Here’s why that’s a problem, instead of a good thing:

  • If one of my contacts has marked me as a Friend, and they post a photo that’s visible only to Friends & Family, that photo does not appear in my RSS feed of photos from my friends and family.  These same pictures show up if I go to the “Photos from your Contacts” page on the Flickr site.  In the feed, they’re entirely absent.

  • If I post a photo that’s visible only to Friends & Family, any comments made on that photo do not appear in my “Comments on your photos and/or sets” feed.  So I don’t know what anyone’s saying about pictures of my wife and child unless I go to the “Recent activity on your photos” page on the Flickr site.

  • Bonus related limitation: only comments appear in my recent activity feed; things like added tags and favorite-photo designations don’t show up in the feeds either.  In fact, the feed link on the Flickr site says “Subscribe to recent activity on your photos” but the only activity shown in the feed is comments on public photos.

There may be other, even more subtle hindrances in that vein, but those are the ones that have annoyed me the most.

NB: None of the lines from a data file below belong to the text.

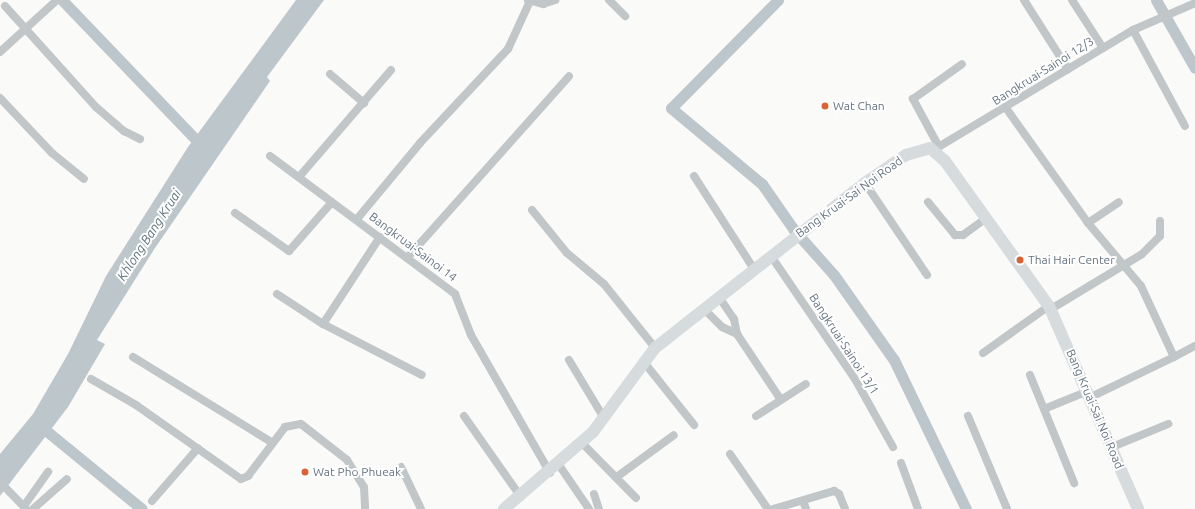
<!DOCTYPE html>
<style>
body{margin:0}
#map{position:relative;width:1195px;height:509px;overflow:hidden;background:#fafaf8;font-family:Ubuntu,sans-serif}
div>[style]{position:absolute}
.water>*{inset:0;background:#bdc6cb}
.canal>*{height:11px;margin:-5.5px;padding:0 5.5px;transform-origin:5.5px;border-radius:5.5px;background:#bdc6cb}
.street>*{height:8px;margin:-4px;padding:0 4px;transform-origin:4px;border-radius:4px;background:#c1c6c9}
.secondary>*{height:12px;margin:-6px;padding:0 6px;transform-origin:6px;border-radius:6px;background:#d6dbde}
.dots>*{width:11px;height:11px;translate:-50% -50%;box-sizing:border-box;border:2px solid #fff;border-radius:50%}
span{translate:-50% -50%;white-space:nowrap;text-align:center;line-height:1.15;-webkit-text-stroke:4px #fff;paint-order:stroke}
.street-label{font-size:12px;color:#667581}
.poi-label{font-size:12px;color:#667581}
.left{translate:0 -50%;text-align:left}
.water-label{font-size:13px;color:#61737b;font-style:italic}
</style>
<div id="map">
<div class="water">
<div style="clip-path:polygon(296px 0,324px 0,267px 77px,270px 81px,155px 248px,97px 340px,105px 344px,68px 407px,0 496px,0 454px,33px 414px,68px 354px,106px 276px,188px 147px)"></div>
</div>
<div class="canal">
<div style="left:62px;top:0;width:205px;rotate:46.2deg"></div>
<div style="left:778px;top:0;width:152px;rotate:134.7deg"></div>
<div style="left:671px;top:108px;width:119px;rotate:39.9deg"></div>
<div style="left:762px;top:184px;width:56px;rotate:55.2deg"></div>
<div style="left:794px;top:230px;width:60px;rotate:48.4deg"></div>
<div style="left:834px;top:275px;width:104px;rotate:54.8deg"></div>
<div style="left:894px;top:360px;width:165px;rotate:64.2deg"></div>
<div style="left:1156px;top:0;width:78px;rotate:60.2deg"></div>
<div style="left:38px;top:424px;width:134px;rotate:39.3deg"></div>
</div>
<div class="street">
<div style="left:528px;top:0;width:16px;rotate:15deg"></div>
<div style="left:543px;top:4px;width:13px;rotate:-18deg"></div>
<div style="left:609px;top:0;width:23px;rotate:45deg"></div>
<div style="left:1024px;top:0;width:82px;rotate:57.5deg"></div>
<div style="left:1072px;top:0;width:57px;rotate:57.1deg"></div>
<div style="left:5px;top:6px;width:136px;rotate:48deg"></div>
<div style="left:96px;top:107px;width:37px;rotate:41deg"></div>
<div style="left:124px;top:131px;width:18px;rotate:27deg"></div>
<div style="left:1133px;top:30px;width:109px;rotate:61.6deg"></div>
<div style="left:0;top:52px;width:77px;rotate:-42.4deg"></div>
<div style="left:330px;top:74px;width:45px;rotate:40.5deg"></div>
<div style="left:0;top:98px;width:76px;rotate:46.6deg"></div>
<div style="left:52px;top:153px;width:41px;rotate:39.1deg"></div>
<div style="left:1006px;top:108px;width:141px;rotate:54.5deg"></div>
<div style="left:1088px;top:223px;width:82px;rotate:49.9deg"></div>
<div style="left:1141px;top:286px;width:78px;rotate:65.1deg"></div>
<div style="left:1174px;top:357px;width:92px;rotate:154.3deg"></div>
<div style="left:939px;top:147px;width:55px;rotate:-118.4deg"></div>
<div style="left:913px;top:99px;width:60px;rotate:-35.5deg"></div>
<div style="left:935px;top:149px;width:231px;rotate:-31deg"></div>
<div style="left:1133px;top:30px;width:68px;rotate:-23.5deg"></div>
<div style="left:270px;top:156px;width:231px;rotate:36.7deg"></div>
<div style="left:455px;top:294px;width:44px;rotate:68.7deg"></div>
<div style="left:471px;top:335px;width:159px;rotate:60.2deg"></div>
<div style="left:694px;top:176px;width:111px;rotate:57.2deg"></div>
<div style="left:299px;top:177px;width:141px;rotate:-49.3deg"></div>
<div style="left:865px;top:183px;width:111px;rotate:56deg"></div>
<div style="left:928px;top:202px;width:43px;rotate:50.7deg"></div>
<div style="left:955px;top:235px;width:8px"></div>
<div style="left:963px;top:235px;width:27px;rotate:-36deg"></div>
<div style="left:532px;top:210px;width:55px;rotate:50.9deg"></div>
<div style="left:567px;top:253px;width:48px;rotate:40deg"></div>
<div style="left:604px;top:284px;width:82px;rotate:51.4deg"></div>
<div style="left:235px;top:213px;width:66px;rotate:35.1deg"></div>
<div style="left:289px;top:251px;width:65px;rotate:-48.7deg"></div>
<div style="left:357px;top:219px;width:99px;rotate:-50.3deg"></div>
<div style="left:420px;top:143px;width:129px;rotate:-46.9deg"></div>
<div style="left:508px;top:49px;width:53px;rotate:-65.4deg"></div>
<div style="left:1088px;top:223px;width:37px;rotate:-34deg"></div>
<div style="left:771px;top:256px;width:149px;rotate:55.7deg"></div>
<div style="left:855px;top:379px;width:78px;rotate:60.8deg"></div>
<div style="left:408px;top:257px;width:242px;rotate:-48.3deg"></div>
<div style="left:277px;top:294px;width:55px;rotate:33.1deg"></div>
<div style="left:323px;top:324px;width:111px;rotate:27.3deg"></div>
<div style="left:719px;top:297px;width:27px;rotate:56deg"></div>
<div style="left:734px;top:319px;width:15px;rotate:79deg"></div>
<div style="left:737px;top:334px;width:79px;rotate:56.3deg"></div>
<div style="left:704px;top:309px;width:25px;rotate:45deg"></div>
<div style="left:722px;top:327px;width:17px;rotate:25deg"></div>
<div style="left:1051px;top:309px;width:106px;rotate:-31.1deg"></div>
<div style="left:1142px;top:254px;width:25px;rotate:-45deg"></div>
<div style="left:1160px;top:236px;width:15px;rotate:-90deg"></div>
<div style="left:323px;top:324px;width:104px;rotate:-56.8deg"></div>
<div style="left:983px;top:353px;width:81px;rotate:-35.5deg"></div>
<div style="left:133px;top:357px;width:164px;rotate:31.6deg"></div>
<div style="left:1174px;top:357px;width:24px;rotate:-28deg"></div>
<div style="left:569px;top:360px;width:68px;rotate:58.9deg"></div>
<div style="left:643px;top:361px;width:82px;rotate:51.4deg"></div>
<div style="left:1030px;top:375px;width:117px;rotate:67.8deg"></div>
<div style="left:91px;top:379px;width:52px;rotate:30deg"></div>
<div style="left:136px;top:405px;width:128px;rotate:35.2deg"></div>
<div style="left:241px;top:479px;width:8px;rotate:-23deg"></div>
<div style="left:248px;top:476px;width:61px;rotate:-52.9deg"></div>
<div style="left:285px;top:427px;width:16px;rotate:-11deg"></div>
<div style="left:301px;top:424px;width:58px;rotate:38deg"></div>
<div style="left:347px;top:460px;width:32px;rotate:58deg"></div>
<div style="left:364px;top:487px;width:22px;rotate:87deg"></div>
<div style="left:1044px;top:409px;width:48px;rotate:-22.2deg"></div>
<div style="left:464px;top:416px;width:99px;rotate:54.9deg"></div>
<div style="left:756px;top:416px;width:59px;rotate:-32.6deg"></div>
<div style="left:968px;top:416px;width:101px;rotate:67.2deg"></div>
<div style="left:582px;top:443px;width:77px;rotate:45.5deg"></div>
<div style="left:1112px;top:447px;width:61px;rotate:-22.3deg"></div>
<div style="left:730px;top:454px;width:67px;rotate:55.4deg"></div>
<div style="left:901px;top:463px;width:49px;rotate:69.7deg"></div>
<div style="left:559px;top:465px;width:53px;rotate:55.7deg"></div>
<div style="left:401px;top:467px;width:47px;rotate:64.5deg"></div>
<div style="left:618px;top:476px;width:69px;rotate:-36.2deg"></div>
<div style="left:0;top:482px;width:37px;rotate:46deg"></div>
<div style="left:594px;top:494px;width:16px;rotate:72deg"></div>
<div style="left:152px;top:501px;width:70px;rotate:-49deg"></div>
<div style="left:803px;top:501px;width:9px;rotate:69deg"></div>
<div style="left:24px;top:506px;width:42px;rotate:-54.8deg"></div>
<div style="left:33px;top:509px;width:45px;rotate:-41.4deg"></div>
<div style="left:773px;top:509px;width:64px;rotate:-16.4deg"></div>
<div style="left:834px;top:491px;width:6px;rotate:31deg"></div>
<div style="left:839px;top:494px;width:16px;rotate:68deg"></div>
</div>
<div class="secondary">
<div style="left:504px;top:509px;width:118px;rotate:-40.9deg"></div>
<div style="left:593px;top:432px;width:104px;rotate:-53.6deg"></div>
<div style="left:655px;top:348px;width:267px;rotate:-38.2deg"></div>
<div style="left:865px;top:183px;width:50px;rotate:-34.3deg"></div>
<div style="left:906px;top:155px;width:25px;rotate:-16deg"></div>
<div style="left:930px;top:148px;width:20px;rotate:41deg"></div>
<div style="left:945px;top:161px;width:178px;rotate:54.4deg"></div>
<div style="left:1049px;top:306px;width:222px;rotate:66.3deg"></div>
</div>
<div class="dots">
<div style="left:825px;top:106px;background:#d96238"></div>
<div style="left:1020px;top:260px;background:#d96238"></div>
<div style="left:305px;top:472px;background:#d96238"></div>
</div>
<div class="street-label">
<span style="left:1043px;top:71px;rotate:-32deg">Bangkruai-Sainoi 12/3</span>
<span style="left:849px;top:197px;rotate:-36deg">Bang Kruai-Sai Noi Road</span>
<span style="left:413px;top:247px;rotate:37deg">Bangkruai-Sainoi 14</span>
<span style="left:844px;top:344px;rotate:57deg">Bangkruai-Sainoi 13/1</span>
<span style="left:1095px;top:409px;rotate:67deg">Bang Kruai-Sai Noi Road</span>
</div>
<div class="poi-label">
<span class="left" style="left:833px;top:106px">Wat Chan</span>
<span class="left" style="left:1028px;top:260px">Thai Hair Center</span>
<span class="left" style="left:313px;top:472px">Wat Pho Phueak</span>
</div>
<div class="water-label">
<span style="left:149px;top:235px;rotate:-57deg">Khlong Bang Kruai</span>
</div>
</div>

So why is it that stuff I want to know about—in fact, the stuff that I probably want most to know about—is only available on the actual web site, and not in the RSS feeds?  Flickr knows exactly what it can show me and what it can’t when I visit the site, but when viewed through the lens of RSS, it suddenly forgets what non-public access I’m allowed to have.  To steal a perfectly appropriate line from Jeffrey’s post:

A user experience mistake like this feels quadruply wrong precisely because user experience is what Flickr typically gets so right.

Update: it seems to be a security thing, as a few people have already commented.  I guess I understand the concern, but it’s hard for me to give it a whole lot of credit: if I were that paranoid about people seeing photos I consider truly private, I wouldn’t put them on a central server that anyone can visit in the first place.  Yes, I’ve withheld some photos from being fully public, but that privacy effort is one security breach or late-night coding goof away from total failure.  (Remember when Amazon accidentally showed the real names of reviewers instead of their account names, thus exposing some authors as having slammed books competing with their own?)  So if my personal “recent activity on your pictures” and “photos from your contacts” feeds were based on long randomly generated tokens, and not the discoverable user IDs, that would seem to be private enough—for me, anyway.  Your paranoia may vary.